De huizen in Amsteldorp staan strak in het gelid. Kleine tuinen, fietsen voor de deur, geen hoogbouw. Alles ademt een dorpse sfeer. Slechts de Amstel, die traag langs de rand stroomt, en het nabijgelegen Amstelstation verraden dat het wel degelijk een wijk van Amsterdam is.
Amsteldorp doet denken aan Givatayim, waar Hanna Luden opgroeide. Een dorp met veel ruimte, waar buitenspelen de norm was. Maar wel onder de rook van Tel Aviv, dé metropool van Israël. „Ik kon daar genieten van beide werelden.”

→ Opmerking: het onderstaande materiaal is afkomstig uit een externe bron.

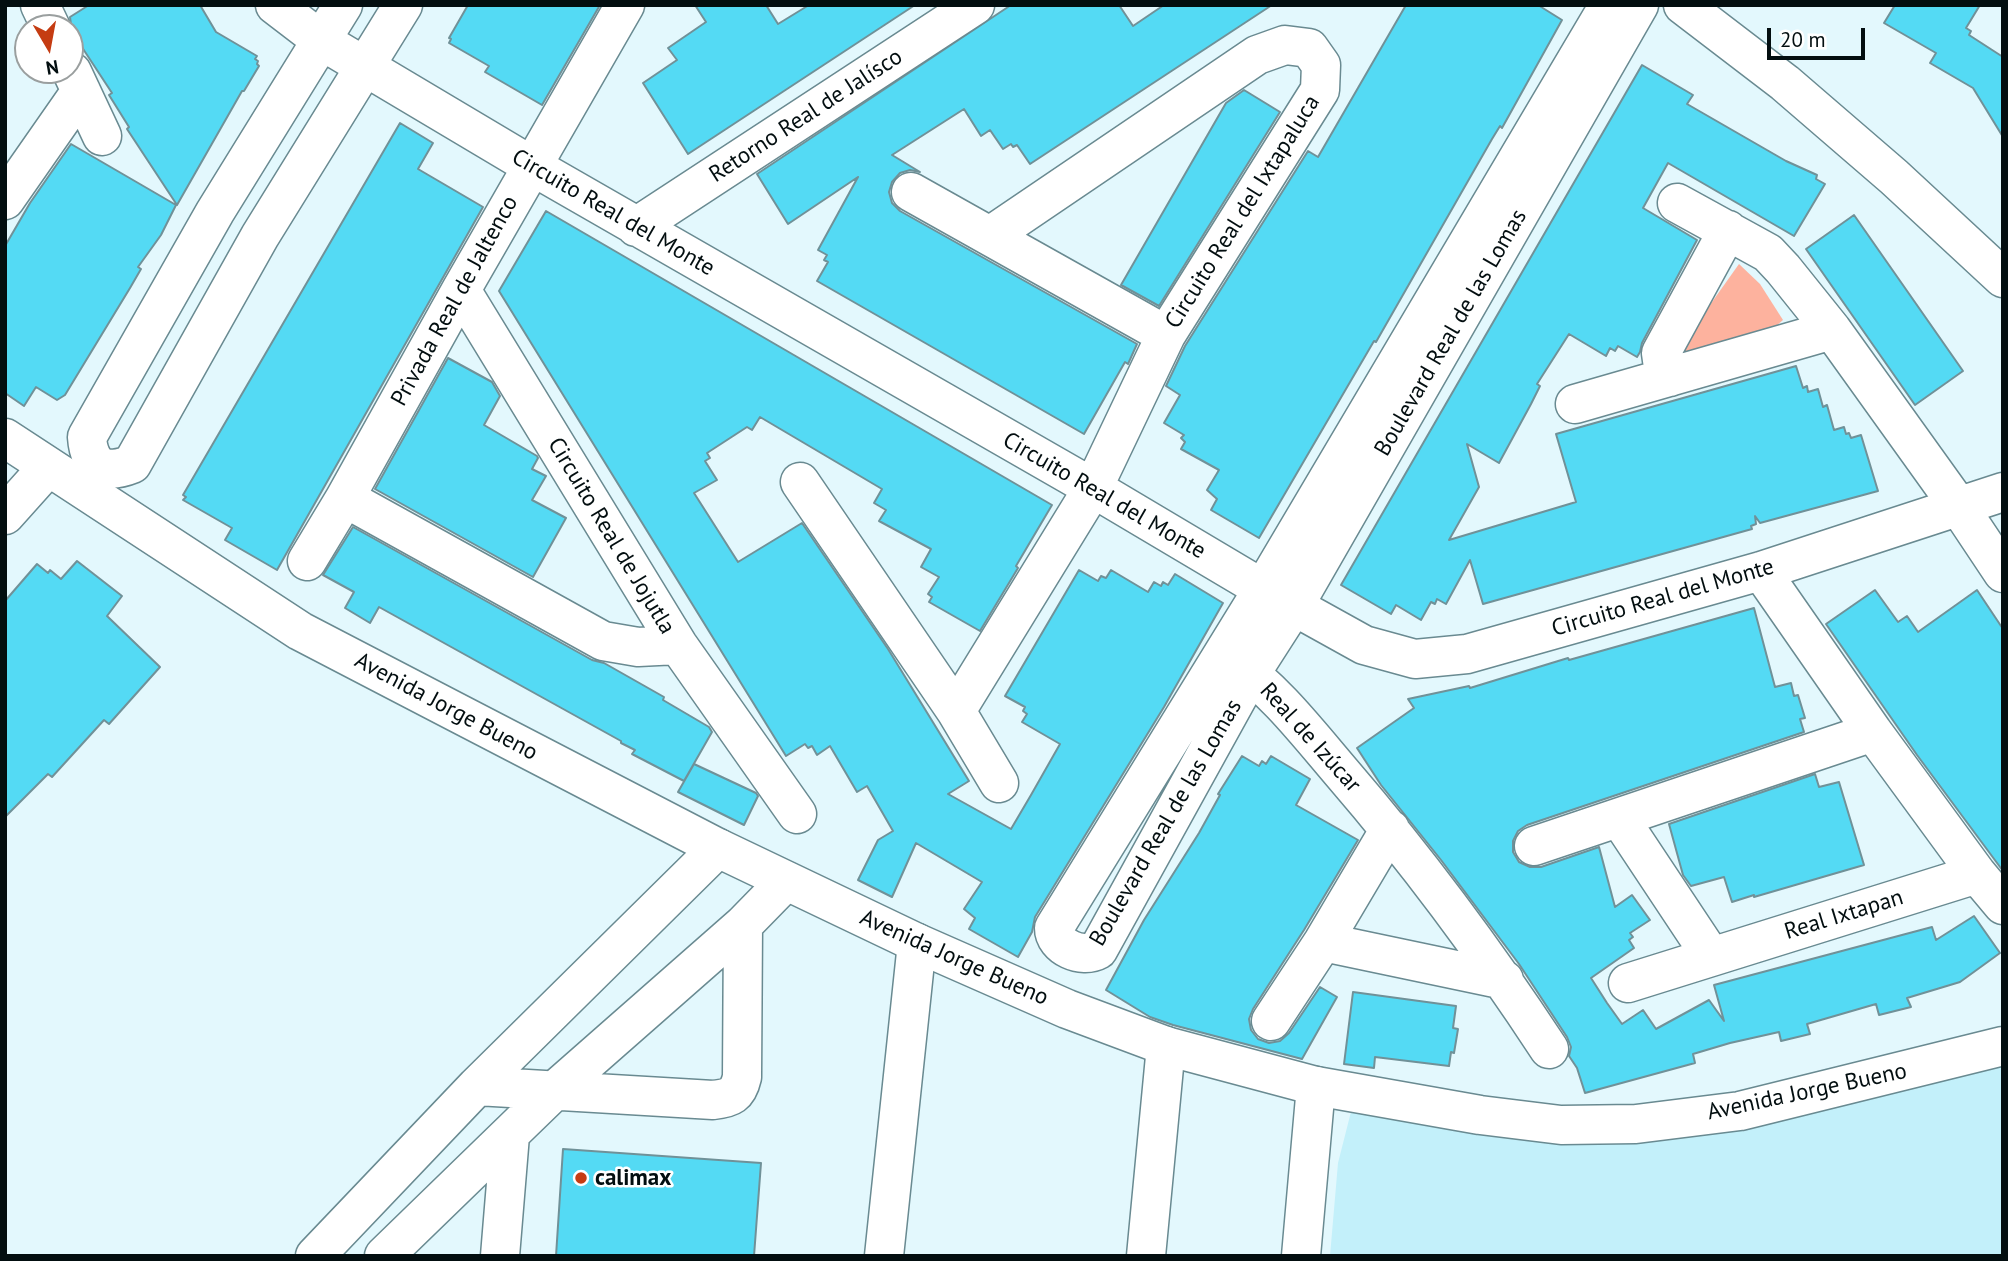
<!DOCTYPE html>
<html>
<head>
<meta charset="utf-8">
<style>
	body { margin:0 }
	#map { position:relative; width:2008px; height:1261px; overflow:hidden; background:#e3f8fd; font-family:"PT Sans",sans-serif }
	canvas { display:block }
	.frame { position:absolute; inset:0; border:7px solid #030e10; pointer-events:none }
	.north { position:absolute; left:14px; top:14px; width:70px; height:70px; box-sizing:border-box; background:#fff; border:2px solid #9a9f9f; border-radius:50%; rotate:170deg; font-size:19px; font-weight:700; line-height:28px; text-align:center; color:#030e10 }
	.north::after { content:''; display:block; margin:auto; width:24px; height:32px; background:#c53c12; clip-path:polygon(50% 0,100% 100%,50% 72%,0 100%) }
	.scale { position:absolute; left:1767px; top:28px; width:98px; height:32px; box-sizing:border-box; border:4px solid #030e10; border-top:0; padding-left:9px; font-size:21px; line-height:24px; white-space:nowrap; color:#030e10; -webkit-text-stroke:5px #fff; paint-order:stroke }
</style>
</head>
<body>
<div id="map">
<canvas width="2008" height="1261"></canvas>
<div class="frame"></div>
<div class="north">N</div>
<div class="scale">20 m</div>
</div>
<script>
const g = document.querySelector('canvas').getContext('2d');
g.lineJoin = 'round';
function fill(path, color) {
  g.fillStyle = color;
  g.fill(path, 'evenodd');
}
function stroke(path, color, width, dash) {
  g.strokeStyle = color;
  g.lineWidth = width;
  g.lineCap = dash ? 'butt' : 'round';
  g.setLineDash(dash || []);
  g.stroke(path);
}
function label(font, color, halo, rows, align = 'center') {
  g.font = font + ' "PT Sans",sans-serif';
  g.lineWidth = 5;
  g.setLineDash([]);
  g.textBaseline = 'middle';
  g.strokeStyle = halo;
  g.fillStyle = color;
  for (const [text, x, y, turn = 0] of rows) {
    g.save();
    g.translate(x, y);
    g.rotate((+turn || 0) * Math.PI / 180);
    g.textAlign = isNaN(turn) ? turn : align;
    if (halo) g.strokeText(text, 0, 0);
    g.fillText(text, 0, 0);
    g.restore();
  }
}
fill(new Path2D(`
	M2003,1036V1256H1330L1338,1163L1356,1092L1544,1123L1709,1111Z`), '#c3f0fa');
fill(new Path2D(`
	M1739,264L1760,284L1783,320L1775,327L1681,356L1680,347Z`), '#fdb29e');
const building = new Path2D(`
	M89,5H200L216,32L257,56L255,59L258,61L257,64L259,66L244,91H242L177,205L127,129L129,127L109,95L112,93L72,32L70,17Z
	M468,5H600L542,105L485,72L489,66L449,43L451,39L449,38Z
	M695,5H766L778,24L809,5H915L688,154L643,83L677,60L668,48L706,22Z
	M1011,5H1119L1133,26L1164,5H1272L1030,164L1017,145L1013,147L1011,144L1003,149L990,130L981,136L964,109L892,155L920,172L910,170L900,173L892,182L889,192L892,203L900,211L1137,344L1128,364L1125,362L1084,434L817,281L828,262L824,260L827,255L818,250L858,177L788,224L757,174Z
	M1406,5H1538L1562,20L1502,128L1500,126L1492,139L1376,342L1374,341L1259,538L1211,510L1217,499L1207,490L1219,470L1181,449L1185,442L1181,438L1184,435L1164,423L1180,395L1166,386L1185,346L1308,151L1318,157Z
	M1895,5H1980L1966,28L1971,31L1969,35L2003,57V137L1973,88L1930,63L1936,53L1884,23Z
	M1642,65L1693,95L1687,104L1786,161L1817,175L1816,179L1825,184L1794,236L1668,163L1643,208L1697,240L1642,343L1640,352L1637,357L1618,346L1615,351L1610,348L1606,356L1569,334L1537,384L1540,386L1531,404L1499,463L1467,444L1479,487L1449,540L1576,502L1556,434L1796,366L1803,388L1807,386L1808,392L1818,389L1823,407L1827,405L1834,430L1844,427L1846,434L1849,433L1851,438L1861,435L1878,491L1760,523L1755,516L1756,524L1751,526L1752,529L1483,604L1470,560L1446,604L1437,599L1435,604L1431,602L1421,620L1396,605L1391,614L1341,585Z
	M1244,90L1280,112L1159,306L1121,285L1226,103Z
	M400,123L433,143L418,169L483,207L277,570L225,540L232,528L183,500L186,497L183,495Z
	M71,144L176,205L161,235L138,267L141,269L130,288L65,395L57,400L36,387L24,406L5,393V246L30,203Z
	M546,211L1052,505L1016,566L1018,568L980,631L929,602L932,597L928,594L939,577L921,567L931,549L879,521L886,510L874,503L882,489L760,417L752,430L747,427L707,453L710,458L705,461L717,480L694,493L738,562L802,523L888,649L969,781L948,794L1011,829L1031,795L1060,744L1022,722L1027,714L1023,711L1025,707L1005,696L1079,570L1098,581L1101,576L1106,578L1111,570L1148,592L1154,582L1161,586L1163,582L1168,585L1175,574L1223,603L1164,707L1035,917L1032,932L1018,957L969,929L975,918L964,909L982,882L916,843L892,897L858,880L878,840L893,831L867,786L857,792L830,746L817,755L812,746L808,748L805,744L786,756L499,291Z
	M1854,215L1963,371L1915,405L1806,249Z
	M448,358L492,382L500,396L484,425L537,456L538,458L532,469L546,476L532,500L566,518L533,577L375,489Z
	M353,527L592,660L604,663L664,697L663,700L709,727L712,732L684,781L632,754L635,750L621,743V741L379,607L370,623L345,608L354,592L323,575Z
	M77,561L122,596L107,616L160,667L109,724L104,720L52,777L48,774L5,817V601L37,564L48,573L50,570L61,579Z
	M1875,590L1898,622L1907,616L1918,632L1977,590L2003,629V871L1917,755L1826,624Z
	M1754,608L1775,687L1791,683L1794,696L1798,695L1805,718L1800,719L1804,732L1527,825L1518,831L1513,841V852L1519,862L1530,867H1541L1599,847L1615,907L1632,895L1650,920L1630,933L1633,937L1629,940L1634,948L1591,978L1607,1003L1622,1024L1643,1010L1656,1029L1709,1000L1724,1021L1714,985L1932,927L1936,940L1974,916L2000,953L1960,982L1907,998L1911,1007L1879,1015L1876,1004L1807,1024L1810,1034L1781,1041L1779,1032L1730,1043L1693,1054L1695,1063L1585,1093L1577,1068L1569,1056L1571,1047L1567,1037L1519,964L1441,860L1381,785L1357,748L1414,708L1408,699L1469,686L1470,688L1568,658L1569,660Z
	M1242,756L1259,766L1262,761L1266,764L1271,756L1310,779L1296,805L1358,840L1304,930L1253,1009L1249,1019L1251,1030L1258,1039L1269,1043L1280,1041L1289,1033L1320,987L1337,997L1302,1059L1173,1025L1150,1017L1106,990L1144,920L1199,833L1220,795L1218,794Z
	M694,764L756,793L758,796L744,825L678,792Z
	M1815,774L1819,787L1839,782L1864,865L1754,897V895L1732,902L1724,877L1691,886L1683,875L1669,824Z
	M1353,992L1456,1006L1453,1028L1458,1029L1454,1053L1451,1052L1449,1066L1375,1057L1374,1068L1344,1064Z
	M563,1149L761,1163L754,1256H556Z`);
fill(building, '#54daf4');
stroke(building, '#709198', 2);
const minor = new Path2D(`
	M40,5L51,28
	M275,5L322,41L532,166L1093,488L1263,589L1364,645L1415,659L1467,654L1761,571L2003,492
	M343,5L215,212L87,437C89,467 105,475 132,464L260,236L403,5
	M1609,5L1263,589L1054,928C1054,947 1082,959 1098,950L1251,673L1294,606L1639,5
	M1683,5L1785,83L1894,177L2003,278
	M72,72L102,136
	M911,192L1166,335
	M5,200L81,91
	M1677,203L1768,253L1783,269L1832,330L1959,507L2003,573
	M636,227L975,5
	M461,290L678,645L797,814
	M1670,377L1663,367L1661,353L1728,230
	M1575,404L1832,330
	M800,482L956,711L999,783
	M345,498L603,641L638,647L678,645
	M5,515L48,467
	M307,561L345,498L461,290L625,5
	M1761,571L1873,732L1977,874L2003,905
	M1231,659C1275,690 1307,732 1342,773C1417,860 1486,953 1549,1049
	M956,711L1093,488L1166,335L1320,90L1321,65L1309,48L1285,45L1257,55L990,236
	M1620,819L1711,956
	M1534,846L1873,732
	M1323,942L1504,980
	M1628,983L1977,874
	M1271,1021L1323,942L1390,829
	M477,1086L713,1100C731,1098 738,1095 742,1077L743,925
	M315,1256L477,1086L718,848
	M384,1256L553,1092L743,925L786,881
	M500,1256L510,1135
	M884,1256L917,943
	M1146,1256L1166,1046
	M1301,1256L1316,1086`);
const major = new Path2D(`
	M5,438L300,631L450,709L718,848L917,943L1067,1009L1166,1046L1316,1086L1480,1115L1561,1125L1636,1124L1740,1111L2003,1046`);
stroke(minor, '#698a91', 41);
stroke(major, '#698a91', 41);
stroke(minor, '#fff', 38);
stroke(major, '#fff', 38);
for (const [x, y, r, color] of [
	[581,1178,7,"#c53c12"]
]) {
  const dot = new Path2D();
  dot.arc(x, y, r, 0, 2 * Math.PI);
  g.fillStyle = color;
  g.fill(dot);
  stroke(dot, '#fff', 2.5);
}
label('23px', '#030e10', '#fff', [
	["Retorno Real de Jalísco",806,116,-33],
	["Circuito Real del Ixtapaluca",1243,212,-58],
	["Circuito Real del Monte",613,213,30],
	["Privada Real de Jaltenco",455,301,-61],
	["Boulevard Real de las Lomas",1451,333,-60],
	["Circuito Real del Monte",1104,496,30],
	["Circuito Real de Jojutla",611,536,59],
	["Circuito Real del Monte",1663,598,-16],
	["Avenida Jorge Bueno",446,707,28],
	["Real de Izúcar",1310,738,48],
	["Boulevard Real de las Lomas",1166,823,-60],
	["Real Ixtapan",1844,915,-17],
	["Avenida Jorge Bueno",954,958,24],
	["Avenida Jorge Bueno",1807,1092,-12]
]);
label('bold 23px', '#030e10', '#fff', [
	["calimax",595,1178]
], 'left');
</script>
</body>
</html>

Amsteldorp mag dan lijken op haar geboorteplaats, Luden had nooit gedacht dat ze ergens anders dan in Israël zou wonen. Toch verhuisde ze op 27-jarige leeftijd naar Nederland – en ze is er niet meer weggegaan. „Dat zijn van die onverwachte wendingen en verrassingen van het leven.”
Haar Hebreeuwse accent is gebleven, evenals haar herinnering aan Givatayim. „Ik was behoorlijk sportief: fietsen en voetballen. Maar ik was vooral een fervent lezer, als kind al. Ik zie me nog lopen met een stapel boeken van de bieb naar huis. Soms had ik het eerste boek al uit voor ik thuis was.”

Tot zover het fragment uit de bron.